Yeah, but thats the third time she's peed on me.
I was 10 minutes late leaving for lunch today because I couldn't lose a boner. It is impossible to tuck it when your shirt is tucked in...gotta quit facebook stalking hot chicks at work
I think I'd rather ejaculate tabasco. You'd have to scrape out guacamole.
Dating a girl 4 years younger than you is like living in a Taylor Swift song...
Restaurants Roasting People Who Gave Them Negative Yelp Reviews (25 Pics)
Cure to hiccups..road head..high five
My RA just tried to write me up for having sex too loudly during quiet hours.
First order of business is dropping my 9 am gym class. I'm sweating pure vodka.
I found ecstasy taped in my armpit... thank you drunk Marissa.
I burst into tears on the boat this morning because we bumped a duck in the head. I am way too hung over for today
Woman Posts Harassing DMs From Creep Online, Now He’s Upset Because People Told His Mom
Idk tell her to wear something sluttty. I have that one skirt I got arrested in if she wants to borrow?

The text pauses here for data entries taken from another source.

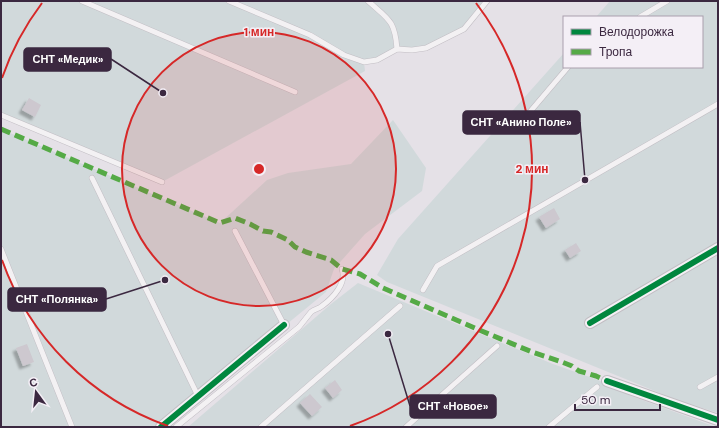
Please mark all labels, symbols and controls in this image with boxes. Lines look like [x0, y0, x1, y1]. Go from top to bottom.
legend [563, 16, 703, 68]
text: 1 мин [244, 24, 274, 40]
text: Велодорожка [599, 24, 674, 40]
text: Тропа [599, 44, 633, 60]
callout: СНТ «Медик» [24, 48, 111, 71]
text: СНТ «Медик» [32, 52, 104, 66]
callout: СНТ «Анино Поле» [463, 111, 580, 134]
text: СНТ «Анино Поле» [470, 115, 572, 129]
text: 2 мин [515, 161, 549, 177]
centre of rings [252, 162, 266, 176]
callout: СНТ «Полянка» [8, 288, 106, 311]
text: СНТ «Полянка» [16, 292, 99, 306]
north arrow [16, 372, 56, 412]
text: С [28, 375, 39, 390]
scale bar [575, 386, 660, 412]
text: 50 m [581, 392, 610, 408]
callout: СНТ «Новое» [410, 395, 496, 418]
text: СНТ «Новое» [418, 399, 489, 413]

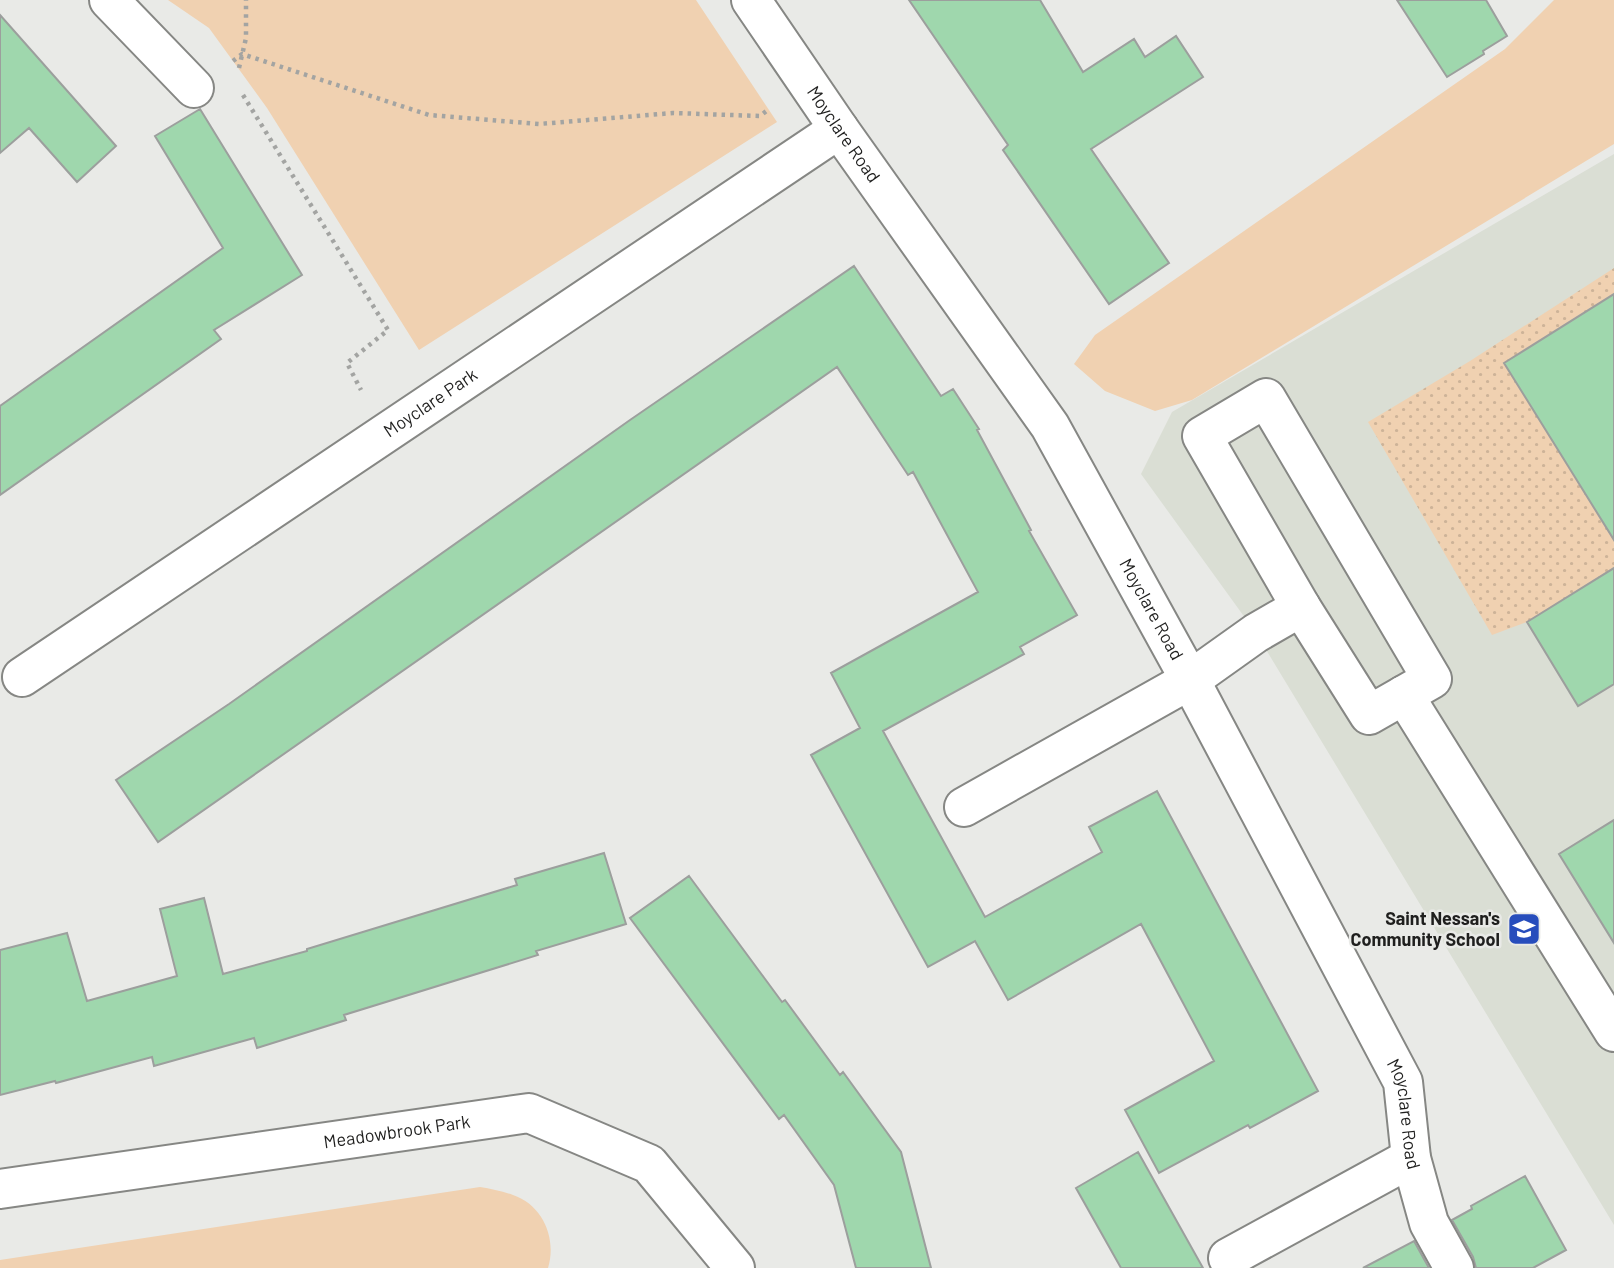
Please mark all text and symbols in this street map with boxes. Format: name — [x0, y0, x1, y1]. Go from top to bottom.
street label: Moyclare Road — [803, 81, 885, 186]
street label: Moyclare Park — [379, 363, 481, 441]
street label: Moyclare Road — [1115, 554, 1189, 664]
place label: Saint Nessan's Community School — [1351, 907, 1500, 950]
school or university icon: Saint Nessan's Community School — [1505, 910, 1543, 948]
street label: Moyclare Road — [1383, 1055, 1426, 1172]
street label: Meadowbrook Park — [322, 1110, 472, 1152]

Just your daily reminder that we're terrible people: the average number of men a woman sleeps with in their lifetime is 4
Haha yeah that's basically it. He was like "i've always had a thing for you, and even sober i still would do and feel the same way." so glad to know i am worthy of a sober hookup as well.
dude, I felt like being high in a Santa hat and eating five boxes of cookies was right for today.
He kept telling me that he didn't serve two tours in Iraq for my bitch ass to drink banana rum.
just spent the last 20 minutes cleaning out the soap dispenser. fuck. me. adderall.